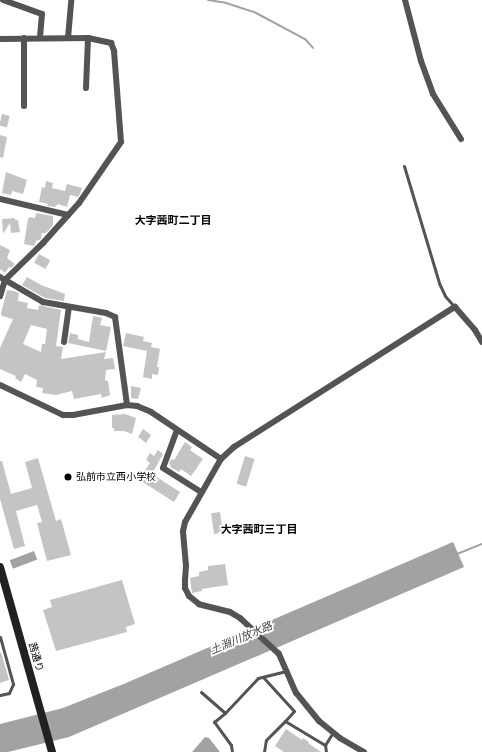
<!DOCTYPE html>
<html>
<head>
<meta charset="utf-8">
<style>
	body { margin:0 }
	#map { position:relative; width:482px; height:752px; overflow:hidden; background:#fff; font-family:"Archivo Narrow","Noto Sans JP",sans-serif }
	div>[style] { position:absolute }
	.water>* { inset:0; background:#a2a2a2; transform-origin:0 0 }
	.stream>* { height:2px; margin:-1px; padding:0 1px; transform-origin:1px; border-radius:1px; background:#a2a2a2 }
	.building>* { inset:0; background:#c4c4c4; transform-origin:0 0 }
	.lane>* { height:3px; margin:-1.5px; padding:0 1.5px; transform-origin:1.5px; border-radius:1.5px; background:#545454 }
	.street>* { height:6px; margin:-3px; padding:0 3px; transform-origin:3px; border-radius:3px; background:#545454 }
	.secondary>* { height:8px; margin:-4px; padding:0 4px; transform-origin:4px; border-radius:4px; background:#212121 }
	.dots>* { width:11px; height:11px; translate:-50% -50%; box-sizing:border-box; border:2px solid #fff; border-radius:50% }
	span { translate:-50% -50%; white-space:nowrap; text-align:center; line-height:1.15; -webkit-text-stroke:3.5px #fff; paint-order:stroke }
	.poi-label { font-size:10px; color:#000 }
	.left { translate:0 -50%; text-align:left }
	.street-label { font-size:10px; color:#000 }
	.neighbourhood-label { font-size:11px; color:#000; font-weight:700 }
	.water-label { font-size:11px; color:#434343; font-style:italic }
</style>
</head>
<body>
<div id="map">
	<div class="water">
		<i style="clip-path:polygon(453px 542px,464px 567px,69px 737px,8px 752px,0 752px,0 724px,63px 708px,126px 683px)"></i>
		<i style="left:34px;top:551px;width:9px;height:26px;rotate:69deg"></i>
		<i style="clip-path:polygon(205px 737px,209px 738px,220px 752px,192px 752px)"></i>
	</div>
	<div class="stream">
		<i style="left:208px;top:0;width:18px;rotate:9deg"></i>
		<i style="left:226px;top:3px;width:32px;rotate:18deg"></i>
		<i style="left:256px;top:13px;width:55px;rotate:28deg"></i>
		<i style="left:305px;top:39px;width:12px;rotate:48deg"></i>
		<i style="left:457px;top:554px;width:27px;rotate:-22deg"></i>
	</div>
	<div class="building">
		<i style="left:2px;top:114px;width:8px;height:12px;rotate:14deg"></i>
		<i style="clip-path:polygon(0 135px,7px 137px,3px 158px,0 157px)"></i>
		<i style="clip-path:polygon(6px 172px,27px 180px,23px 194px,12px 191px,11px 195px,2px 193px)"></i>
		<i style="clip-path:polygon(46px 181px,53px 183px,52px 188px,65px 191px,67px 184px,82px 188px,80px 194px,78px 197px,70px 195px,67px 207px,58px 204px,55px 207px,47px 206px,48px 204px,39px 202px,42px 187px,45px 188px)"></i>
		<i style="clip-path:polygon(36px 213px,53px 216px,53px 225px,46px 233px,42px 233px,41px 239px,36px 241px,34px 246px,24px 244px,28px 219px,30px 217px,35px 218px)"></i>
		<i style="clip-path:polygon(15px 218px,15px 220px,18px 220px,20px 232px,11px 233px,10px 223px,3px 234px,2px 219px)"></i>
		<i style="clip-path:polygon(0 245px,10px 250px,7px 258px,15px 264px,11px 268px,9px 267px,5px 273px,0 269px)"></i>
		<i style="left:39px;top:254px;width:13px;height:10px;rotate:29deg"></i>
		<i style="clip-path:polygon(27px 277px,41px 285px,65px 294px,64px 301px,45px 298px,22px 285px)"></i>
		<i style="clip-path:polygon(evenodd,7px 290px,14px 291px,19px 293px,18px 301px,28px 303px,27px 308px,38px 310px,39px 305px,61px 310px,56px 346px,63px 347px,61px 359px,106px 352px,104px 359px,113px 358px,115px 369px,106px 370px,105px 380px,108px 381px,110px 395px,102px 398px,101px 394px,74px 399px,72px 391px,56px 395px,42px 393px,43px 388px,36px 387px,37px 380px,25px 374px,21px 382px,15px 378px,16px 376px,0 369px,0 348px,13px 319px,2px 316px,1px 313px,7px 290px,31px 325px,47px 329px,45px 344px,42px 344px,41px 352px,23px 344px,31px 325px)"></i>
		<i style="clip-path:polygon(93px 316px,102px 318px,100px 325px,111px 327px,106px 351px,68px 343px,70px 333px,78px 335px,78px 339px,89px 342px)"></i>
		<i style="clip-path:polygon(126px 333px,144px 337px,143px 341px,152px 343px,151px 347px,160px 349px,157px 367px,159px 367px,158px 375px,152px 374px,152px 379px,143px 377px,147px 351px,123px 346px)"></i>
		<i style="clip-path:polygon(131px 386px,141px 388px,138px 399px,131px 398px)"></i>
		<i style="clip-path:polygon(125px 414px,136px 418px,132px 434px,124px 431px,114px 431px,114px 428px,112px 428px,112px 415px)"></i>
		<i style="clip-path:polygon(143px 429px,151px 435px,146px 443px,138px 437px)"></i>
		<i style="clip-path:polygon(185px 442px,192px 447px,190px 450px,203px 459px,191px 476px,181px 469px,179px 472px,170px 467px,171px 466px,169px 464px,171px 459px,174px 460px)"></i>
		<i style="clip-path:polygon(158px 450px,163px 454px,153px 472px,156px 475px,155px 476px,180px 492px,174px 502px,141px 481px,142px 479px,140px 478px,150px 463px,146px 460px,150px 453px,154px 456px)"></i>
		<i style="left:245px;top:456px;width:10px;height:29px;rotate:17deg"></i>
		<i style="clip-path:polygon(38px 458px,56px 521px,61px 519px,71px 555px,47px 561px,37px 523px,42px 522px,37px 505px,16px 511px,25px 546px,14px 549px,0 499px,0 461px,2px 461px,11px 494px,32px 488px,25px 462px)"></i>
		<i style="left:220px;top:512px;width:21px;height:9px;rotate:82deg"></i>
		<i style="clip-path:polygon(225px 564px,228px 585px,202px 589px,202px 591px,192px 593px,190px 578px,199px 576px,199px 572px,208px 570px,208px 566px)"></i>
		<i style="clip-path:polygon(122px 580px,135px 624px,126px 627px,127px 632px,56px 651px,43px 610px,52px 607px,50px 600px)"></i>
		<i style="clip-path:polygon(1px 652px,9px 680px,0 683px,0 653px)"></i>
		<i style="clip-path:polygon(286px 729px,302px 740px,303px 738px,309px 742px,308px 743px,321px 752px,284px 752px,275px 746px)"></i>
	</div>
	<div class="lane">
		<i style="left:404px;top:166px;width:122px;rotate:73.3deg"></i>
		<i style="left:439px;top:283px;width:14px;rotate:65deg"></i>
		<i style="left:445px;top:296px;width:15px;rotate:48deg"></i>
		<i style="left:0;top:637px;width:49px;rotate:74.5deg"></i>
		<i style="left:13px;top:684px;width:10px;rotate:114deg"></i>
		<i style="left:9px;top:693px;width:9px;rotate:167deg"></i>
		<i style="left:263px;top:677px;width:46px;rotate:47.6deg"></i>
		<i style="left:294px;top:711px;width:13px;rotate:132deg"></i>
		<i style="left:201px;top:692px;width:32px;rotate:41deg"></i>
		<i style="left:325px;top:745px;width:7px;rotate:82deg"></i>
		<i style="left:232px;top:752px;width:7px;rotate:-98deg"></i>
		<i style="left:231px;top:745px;width:29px;rotate:-126deg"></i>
		<i style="left:214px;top:722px;width:14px;rotate:-39deg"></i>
		<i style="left:225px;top:713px;width:48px;rotate:-46.7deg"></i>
		<i style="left:258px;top:678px;width:29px;rotate:-14deg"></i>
		<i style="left:264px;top:752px;width:12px;rotate:-81deg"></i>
		<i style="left:266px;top:740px;width:27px;rotate:-45deg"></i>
		<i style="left:285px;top:721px;width:47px;rotate:31deg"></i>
		<i style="left:325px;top:745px;width:15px;rotate:-58deg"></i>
	</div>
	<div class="street">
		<i style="left:3px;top:0;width:41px;rotate:19.7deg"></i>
		<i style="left:42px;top:14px;width:24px;rotate:95deg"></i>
		<i style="left:405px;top:0;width:63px;rotate:75.3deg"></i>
		<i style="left:421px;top:61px;width:35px;rotate:70deg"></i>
		<i style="left:433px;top:94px;width:53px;rotate:58.1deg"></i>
		<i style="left:68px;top:38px;width:38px;rotate:-85deg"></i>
		<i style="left:0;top:39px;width:88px;rotate:-0.7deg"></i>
		<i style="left:88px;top:38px;width:24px;rotate:12deg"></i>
		<i style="left:111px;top:43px;width:9px;rotate:69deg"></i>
		<i style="left:114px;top:51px;width:91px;rotate:85.6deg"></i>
		<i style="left:121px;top:142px;width:74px;rotate:124.5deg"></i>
		<i style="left:79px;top:203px;width:54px;rotate:132deg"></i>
		<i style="left:43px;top:243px;width:53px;rotate:135.8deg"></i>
		<i style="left:5px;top:280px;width:17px;rotate:107deg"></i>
		<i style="left:86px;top:88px;width:50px;rotate:-87.7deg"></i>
		<i style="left:24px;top:106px;width:68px;rotate:-90deg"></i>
		<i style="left:0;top:199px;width:70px;rotate:13.2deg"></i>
		<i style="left:0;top:277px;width:50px;rotate:30.2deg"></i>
		<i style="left:43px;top:302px;width:64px;rotate:9.9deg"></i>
		<i style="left:106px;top:313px;width:10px;rotate:24deg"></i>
		<i style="left:115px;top:317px;width:89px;rotate:82.2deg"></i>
		<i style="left:64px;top:342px;width:35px;rotate:-82deg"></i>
		<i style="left:0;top:385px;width:70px;rotate:25.5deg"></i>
		<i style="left:63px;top:415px;width:10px"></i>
		<i style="left:73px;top:415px;width:55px;rotate:-10.5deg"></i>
		<i style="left:127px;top:405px;width:10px;rotate:6deg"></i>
		<i style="left:137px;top:406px;width:15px;rotate:23deg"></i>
		<i style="left:151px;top:412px;width:84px;rotate:33.9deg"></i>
		<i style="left:177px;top:430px;width:40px;rotate:110.2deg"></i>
		<i style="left:163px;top:468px;width:45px;rotate:32.3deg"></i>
		<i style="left:364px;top:752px;width:28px;rotate:-150deg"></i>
		<i style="left:340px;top:738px;width:27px;rotate:-141deg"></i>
		<i style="left:319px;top:721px;width:36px;rotate:-129deg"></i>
		<i style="left:296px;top:693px;width:43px;rotate:-113.6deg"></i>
		<i style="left:279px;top:654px;width:53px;rotate:-137.3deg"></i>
		<i style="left:240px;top:618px;width:12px;rotate:-149deg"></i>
		<i style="left:230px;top:612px;width:32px;rotate:-166deg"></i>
		<i style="left:199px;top:604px;width:13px;rotate:-141deg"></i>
		<i style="left:189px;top:596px;width:9px;rotate:-117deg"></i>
		<i style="left:185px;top:588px;width:8px;rotate:-90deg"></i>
		<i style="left:185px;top:580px;width:14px;rotate:-86deg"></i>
		<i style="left:186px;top:566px;width:35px;rotate:-95deg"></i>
		<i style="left:183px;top:531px;width:9px;rotate:-77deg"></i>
		<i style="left:185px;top:522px;width:73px;rotate:-60.3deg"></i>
		<i style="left:221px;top:459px;width:18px;rotate:-43deg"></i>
		<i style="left:234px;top:447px;width:262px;rotate:-32.4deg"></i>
		<i style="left:455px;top:307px;width:30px;rotate:49deg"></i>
		<i style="left:475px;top:330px;width:14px;rotate:60deg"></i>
	</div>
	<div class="secondary">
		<i style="left:0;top:567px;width:192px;rotate:74.3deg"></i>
	</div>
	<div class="dots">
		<i style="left:68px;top:477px;background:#000"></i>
	</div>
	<div class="poi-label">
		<span class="left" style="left:76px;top:477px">弘前市立西小学校</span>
	</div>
	<div class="street-label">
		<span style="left:36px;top:657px;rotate:74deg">茜通り</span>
	</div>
	<div class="neighbourhood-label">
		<span style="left:173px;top:220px">大字茜町二丁目</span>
		<span style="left:259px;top:529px">大字茜町三丁目</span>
	</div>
	<div class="water-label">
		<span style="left:241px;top:638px;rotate:-23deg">土淵川放水路</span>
	</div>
</div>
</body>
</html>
:::
Problem requirements >> The answer must consist solely of the lines from the first line of the data through the line containing "position:relative; width:482px; height:752px;", inclusive, reproduced exactly and without pictures.

Response below >>
<!DOCTYPE html>
<html>
<head>
<meta charset="utf-8">
<style>
	body { margin:0 }
	#map { position:relative; width:482px; height:752px; overflow:hidden; background:#fff; font-family:"Archivo Narrow","Noto Sans JP",sans-serif }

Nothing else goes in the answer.